# TASK TO COMPLETE
From the entries below, extract every line that includes the word "lane".
DATA FOR PROCESSING START
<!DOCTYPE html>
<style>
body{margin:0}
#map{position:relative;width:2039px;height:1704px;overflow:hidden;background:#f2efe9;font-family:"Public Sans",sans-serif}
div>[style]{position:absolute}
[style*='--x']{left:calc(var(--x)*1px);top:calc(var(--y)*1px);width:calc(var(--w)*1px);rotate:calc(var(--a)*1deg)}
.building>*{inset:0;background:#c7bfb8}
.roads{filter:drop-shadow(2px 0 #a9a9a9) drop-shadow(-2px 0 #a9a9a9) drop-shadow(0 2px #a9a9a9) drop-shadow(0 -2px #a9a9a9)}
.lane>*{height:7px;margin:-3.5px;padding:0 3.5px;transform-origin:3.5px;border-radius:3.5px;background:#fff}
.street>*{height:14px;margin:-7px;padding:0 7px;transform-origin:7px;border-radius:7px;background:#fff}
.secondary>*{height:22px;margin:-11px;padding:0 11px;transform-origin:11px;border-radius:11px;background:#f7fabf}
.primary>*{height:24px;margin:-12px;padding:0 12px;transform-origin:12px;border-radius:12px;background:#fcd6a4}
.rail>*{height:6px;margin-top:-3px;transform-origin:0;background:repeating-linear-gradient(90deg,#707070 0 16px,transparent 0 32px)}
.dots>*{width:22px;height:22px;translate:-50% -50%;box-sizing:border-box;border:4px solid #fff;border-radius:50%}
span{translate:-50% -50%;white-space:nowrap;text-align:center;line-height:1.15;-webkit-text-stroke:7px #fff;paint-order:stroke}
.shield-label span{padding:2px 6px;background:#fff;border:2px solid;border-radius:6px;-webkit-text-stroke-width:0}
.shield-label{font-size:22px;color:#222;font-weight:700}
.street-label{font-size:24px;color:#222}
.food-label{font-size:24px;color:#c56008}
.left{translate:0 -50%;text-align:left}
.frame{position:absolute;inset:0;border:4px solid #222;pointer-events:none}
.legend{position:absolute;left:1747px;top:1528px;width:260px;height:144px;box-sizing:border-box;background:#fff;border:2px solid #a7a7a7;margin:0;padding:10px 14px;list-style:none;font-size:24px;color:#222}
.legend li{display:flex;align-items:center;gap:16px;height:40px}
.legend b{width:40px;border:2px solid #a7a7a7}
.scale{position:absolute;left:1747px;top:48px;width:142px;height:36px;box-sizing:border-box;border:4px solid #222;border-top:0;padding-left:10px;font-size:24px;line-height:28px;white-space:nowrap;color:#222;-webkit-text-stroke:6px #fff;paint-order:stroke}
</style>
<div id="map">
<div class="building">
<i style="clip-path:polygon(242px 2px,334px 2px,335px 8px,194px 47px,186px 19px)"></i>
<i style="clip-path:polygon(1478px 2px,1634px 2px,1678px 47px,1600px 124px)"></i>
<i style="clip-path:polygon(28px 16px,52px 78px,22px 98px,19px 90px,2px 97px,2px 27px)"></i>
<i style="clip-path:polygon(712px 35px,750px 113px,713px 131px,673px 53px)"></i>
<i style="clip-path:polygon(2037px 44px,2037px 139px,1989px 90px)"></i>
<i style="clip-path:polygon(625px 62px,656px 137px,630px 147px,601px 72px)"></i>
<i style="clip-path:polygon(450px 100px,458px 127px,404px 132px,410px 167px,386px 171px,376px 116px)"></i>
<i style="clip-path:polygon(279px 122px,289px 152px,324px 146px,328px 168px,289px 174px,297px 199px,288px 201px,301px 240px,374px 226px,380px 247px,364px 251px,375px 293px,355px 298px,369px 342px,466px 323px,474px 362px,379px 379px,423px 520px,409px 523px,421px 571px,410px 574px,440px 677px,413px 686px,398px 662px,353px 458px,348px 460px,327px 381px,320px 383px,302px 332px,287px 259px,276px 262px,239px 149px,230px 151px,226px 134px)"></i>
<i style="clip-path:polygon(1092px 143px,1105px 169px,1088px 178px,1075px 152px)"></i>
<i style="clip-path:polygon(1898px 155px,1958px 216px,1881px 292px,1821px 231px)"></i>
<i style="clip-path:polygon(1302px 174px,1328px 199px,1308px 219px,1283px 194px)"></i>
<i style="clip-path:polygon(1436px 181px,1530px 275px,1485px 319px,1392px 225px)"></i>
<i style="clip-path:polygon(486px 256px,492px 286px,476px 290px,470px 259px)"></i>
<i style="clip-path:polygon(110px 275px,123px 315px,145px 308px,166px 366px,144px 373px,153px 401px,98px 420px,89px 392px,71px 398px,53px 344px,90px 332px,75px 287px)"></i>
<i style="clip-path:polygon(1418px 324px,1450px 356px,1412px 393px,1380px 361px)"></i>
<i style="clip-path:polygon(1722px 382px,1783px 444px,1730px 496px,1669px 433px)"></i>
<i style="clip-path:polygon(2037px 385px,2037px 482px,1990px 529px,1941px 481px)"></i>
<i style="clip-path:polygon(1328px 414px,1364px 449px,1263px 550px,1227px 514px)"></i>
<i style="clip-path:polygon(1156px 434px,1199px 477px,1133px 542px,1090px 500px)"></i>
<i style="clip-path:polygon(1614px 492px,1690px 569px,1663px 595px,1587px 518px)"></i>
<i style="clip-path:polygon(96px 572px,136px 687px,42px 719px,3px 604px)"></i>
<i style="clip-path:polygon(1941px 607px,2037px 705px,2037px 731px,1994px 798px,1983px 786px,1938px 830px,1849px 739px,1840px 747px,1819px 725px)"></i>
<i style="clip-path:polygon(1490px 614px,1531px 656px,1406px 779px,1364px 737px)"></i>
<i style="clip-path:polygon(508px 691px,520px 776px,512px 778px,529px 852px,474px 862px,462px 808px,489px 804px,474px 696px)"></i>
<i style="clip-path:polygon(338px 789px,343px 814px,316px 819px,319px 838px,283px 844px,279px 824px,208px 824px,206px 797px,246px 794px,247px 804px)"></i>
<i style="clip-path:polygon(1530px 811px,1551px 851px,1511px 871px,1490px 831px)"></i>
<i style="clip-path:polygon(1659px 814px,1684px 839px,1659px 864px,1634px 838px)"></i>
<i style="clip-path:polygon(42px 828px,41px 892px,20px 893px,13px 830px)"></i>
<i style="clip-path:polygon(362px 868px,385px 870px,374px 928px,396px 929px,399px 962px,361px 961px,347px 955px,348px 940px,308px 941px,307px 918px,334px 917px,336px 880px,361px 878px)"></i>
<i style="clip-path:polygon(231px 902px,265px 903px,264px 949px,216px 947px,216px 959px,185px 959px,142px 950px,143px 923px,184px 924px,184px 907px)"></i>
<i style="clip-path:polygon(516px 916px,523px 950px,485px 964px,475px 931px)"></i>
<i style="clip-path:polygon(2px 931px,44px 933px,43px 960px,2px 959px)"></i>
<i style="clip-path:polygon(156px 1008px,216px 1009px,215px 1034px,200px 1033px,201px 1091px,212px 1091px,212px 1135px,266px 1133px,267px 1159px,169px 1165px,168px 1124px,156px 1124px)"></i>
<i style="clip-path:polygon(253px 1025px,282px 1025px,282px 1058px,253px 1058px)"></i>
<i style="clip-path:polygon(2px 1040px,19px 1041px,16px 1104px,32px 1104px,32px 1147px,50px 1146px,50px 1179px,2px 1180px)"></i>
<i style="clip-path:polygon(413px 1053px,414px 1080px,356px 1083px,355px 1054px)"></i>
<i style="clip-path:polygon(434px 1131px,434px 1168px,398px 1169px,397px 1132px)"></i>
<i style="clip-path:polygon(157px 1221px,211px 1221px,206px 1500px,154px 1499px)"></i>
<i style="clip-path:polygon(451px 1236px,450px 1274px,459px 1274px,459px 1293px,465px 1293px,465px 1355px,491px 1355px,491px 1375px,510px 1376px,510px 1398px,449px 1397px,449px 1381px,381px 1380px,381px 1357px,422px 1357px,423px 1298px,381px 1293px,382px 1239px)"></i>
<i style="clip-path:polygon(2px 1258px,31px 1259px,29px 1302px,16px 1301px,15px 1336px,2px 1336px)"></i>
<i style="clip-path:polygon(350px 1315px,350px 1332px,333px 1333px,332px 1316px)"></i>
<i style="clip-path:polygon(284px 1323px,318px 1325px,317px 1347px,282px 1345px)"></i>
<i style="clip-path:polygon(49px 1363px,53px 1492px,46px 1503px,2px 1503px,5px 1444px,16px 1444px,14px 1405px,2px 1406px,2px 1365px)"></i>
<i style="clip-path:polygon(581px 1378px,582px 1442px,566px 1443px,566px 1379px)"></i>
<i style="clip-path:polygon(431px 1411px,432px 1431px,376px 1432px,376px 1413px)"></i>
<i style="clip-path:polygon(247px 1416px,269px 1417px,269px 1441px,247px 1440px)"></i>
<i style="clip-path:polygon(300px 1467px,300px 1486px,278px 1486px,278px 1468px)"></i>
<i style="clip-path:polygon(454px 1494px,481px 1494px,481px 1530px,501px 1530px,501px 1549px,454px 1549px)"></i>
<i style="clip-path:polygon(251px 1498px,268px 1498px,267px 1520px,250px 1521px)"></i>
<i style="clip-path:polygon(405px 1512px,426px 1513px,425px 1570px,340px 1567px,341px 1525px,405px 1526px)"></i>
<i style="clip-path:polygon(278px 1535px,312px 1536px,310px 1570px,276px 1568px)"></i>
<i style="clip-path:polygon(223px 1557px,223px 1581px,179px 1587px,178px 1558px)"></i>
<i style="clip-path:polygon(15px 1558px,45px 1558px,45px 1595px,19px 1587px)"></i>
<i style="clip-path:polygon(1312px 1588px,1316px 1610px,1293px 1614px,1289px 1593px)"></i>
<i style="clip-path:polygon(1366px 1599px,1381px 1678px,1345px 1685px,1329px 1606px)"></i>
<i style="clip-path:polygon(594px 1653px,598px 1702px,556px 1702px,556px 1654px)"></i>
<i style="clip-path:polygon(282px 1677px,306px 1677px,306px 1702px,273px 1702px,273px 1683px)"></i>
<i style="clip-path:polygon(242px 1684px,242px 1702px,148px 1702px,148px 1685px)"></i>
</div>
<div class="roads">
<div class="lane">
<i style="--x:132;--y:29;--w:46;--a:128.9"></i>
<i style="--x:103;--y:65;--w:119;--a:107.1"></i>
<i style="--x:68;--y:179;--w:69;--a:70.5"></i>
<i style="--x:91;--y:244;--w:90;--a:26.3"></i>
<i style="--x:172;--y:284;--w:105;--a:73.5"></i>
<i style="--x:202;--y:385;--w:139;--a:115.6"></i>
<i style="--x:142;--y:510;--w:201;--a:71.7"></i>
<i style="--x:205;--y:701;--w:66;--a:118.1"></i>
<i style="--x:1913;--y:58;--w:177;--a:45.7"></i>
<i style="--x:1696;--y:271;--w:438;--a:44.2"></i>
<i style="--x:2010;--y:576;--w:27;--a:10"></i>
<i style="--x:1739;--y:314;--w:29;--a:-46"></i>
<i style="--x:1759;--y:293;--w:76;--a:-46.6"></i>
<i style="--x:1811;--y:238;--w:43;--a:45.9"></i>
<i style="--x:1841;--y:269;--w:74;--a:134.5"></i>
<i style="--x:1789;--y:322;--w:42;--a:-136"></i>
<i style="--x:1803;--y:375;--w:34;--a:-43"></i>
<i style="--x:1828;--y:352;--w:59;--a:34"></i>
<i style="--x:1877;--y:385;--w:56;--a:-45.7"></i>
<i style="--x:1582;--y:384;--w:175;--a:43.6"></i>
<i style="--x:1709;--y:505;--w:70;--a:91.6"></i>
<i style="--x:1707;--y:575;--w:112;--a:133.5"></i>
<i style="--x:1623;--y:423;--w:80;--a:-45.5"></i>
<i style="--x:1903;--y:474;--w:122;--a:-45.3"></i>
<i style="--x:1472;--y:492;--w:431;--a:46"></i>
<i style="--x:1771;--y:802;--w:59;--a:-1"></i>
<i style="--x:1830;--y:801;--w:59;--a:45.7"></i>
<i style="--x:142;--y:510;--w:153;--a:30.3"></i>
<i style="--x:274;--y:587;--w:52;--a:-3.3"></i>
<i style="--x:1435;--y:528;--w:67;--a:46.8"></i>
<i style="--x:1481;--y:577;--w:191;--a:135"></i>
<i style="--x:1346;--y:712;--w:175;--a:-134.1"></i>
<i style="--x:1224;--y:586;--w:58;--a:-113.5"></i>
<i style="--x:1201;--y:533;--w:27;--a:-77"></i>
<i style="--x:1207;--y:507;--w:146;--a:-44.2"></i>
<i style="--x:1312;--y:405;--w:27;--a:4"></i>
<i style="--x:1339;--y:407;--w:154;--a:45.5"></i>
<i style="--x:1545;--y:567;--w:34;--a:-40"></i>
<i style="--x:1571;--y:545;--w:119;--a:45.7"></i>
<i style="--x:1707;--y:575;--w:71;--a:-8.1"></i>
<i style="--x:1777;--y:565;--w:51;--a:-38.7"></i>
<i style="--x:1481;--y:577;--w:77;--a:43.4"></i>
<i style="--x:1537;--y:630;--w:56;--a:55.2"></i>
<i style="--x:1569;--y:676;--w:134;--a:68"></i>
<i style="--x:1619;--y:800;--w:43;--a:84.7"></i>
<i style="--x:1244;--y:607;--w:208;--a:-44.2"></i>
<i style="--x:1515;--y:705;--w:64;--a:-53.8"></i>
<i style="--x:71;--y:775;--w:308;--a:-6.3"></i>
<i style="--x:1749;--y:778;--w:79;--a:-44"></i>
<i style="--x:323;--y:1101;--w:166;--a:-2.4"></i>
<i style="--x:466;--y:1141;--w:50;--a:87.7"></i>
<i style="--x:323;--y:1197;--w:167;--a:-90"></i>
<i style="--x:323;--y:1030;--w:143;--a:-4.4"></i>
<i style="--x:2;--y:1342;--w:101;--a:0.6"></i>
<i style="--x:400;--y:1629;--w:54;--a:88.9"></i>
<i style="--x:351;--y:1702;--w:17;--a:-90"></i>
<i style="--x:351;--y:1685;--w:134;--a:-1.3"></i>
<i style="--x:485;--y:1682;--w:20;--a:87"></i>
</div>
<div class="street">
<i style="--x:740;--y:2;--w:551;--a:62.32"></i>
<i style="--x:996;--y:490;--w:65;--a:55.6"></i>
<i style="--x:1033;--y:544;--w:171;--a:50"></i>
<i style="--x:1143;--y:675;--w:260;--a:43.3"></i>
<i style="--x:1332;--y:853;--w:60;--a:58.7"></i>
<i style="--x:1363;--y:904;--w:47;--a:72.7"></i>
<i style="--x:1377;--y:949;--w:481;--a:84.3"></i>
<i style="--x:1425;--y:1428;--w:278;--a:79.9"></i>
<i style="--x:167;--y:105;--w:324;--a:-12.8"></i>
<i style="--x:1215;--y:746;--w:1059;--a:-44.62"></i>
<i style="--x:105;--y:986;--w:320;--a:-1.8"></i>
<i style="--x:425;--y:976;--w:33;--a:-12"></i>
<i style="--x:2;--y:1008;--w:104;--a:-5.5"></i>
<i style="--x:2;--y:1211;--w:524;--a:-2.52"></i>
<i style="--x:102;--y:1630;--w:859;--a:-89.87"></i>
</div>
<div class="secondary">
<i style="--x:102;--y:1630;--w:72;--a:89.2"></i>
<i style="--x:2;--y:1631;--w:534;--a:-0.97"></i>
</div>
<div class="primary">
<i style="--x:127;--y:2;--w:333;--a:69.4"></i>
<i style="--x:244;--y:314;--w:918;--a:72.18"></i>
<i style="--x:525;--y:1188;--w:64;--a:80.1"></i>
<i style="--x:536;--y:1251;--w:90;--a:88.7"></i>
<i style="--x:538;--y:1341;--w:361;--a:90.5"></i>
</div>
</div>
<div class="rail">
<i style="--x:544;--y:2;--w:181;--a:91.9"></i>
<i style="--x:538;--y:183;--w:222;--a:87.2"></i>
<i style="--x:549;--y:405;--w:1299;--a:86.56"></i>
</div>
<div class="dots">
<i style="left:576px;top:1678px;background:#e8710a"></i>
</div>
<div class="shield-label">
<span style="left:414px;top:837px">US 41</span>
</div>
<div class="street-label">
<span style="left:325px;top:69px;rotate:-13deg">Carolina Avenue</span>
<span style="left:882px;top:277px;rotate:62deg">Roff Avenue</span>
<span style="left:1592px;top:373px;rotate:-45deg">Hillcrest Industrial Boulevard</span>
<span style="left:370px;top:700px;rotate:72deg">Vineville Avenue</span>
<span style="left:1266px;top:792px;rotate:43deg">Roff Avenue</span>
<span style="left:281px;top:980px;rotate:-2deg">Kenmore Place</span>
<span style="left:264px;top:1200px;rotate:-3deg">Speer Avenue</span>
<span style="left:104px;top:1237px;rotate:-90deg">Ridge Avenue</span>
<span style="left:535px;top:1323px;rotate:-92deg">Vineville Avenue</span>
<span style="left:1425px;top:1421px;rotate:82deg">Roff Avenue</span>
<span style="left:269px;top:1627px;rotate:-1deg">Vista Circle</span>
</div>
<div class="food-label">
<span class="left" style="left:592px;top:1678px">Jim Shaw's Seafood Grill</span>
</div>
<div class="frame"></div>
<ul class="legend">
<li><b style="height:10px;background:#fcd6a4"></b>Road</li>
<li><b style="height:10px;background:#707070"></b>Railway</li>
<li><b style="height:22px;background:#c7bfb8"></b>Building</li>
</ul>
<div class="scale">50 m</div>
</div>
DATA FOR PROCESSING END
# WRITTEN ANSWER
.lane>*{height:7px;margin:-3.5px;padding:0 3.5px;transform-origin:3.5px;border-radius:3.5px;background:#fff}
<div class="lane">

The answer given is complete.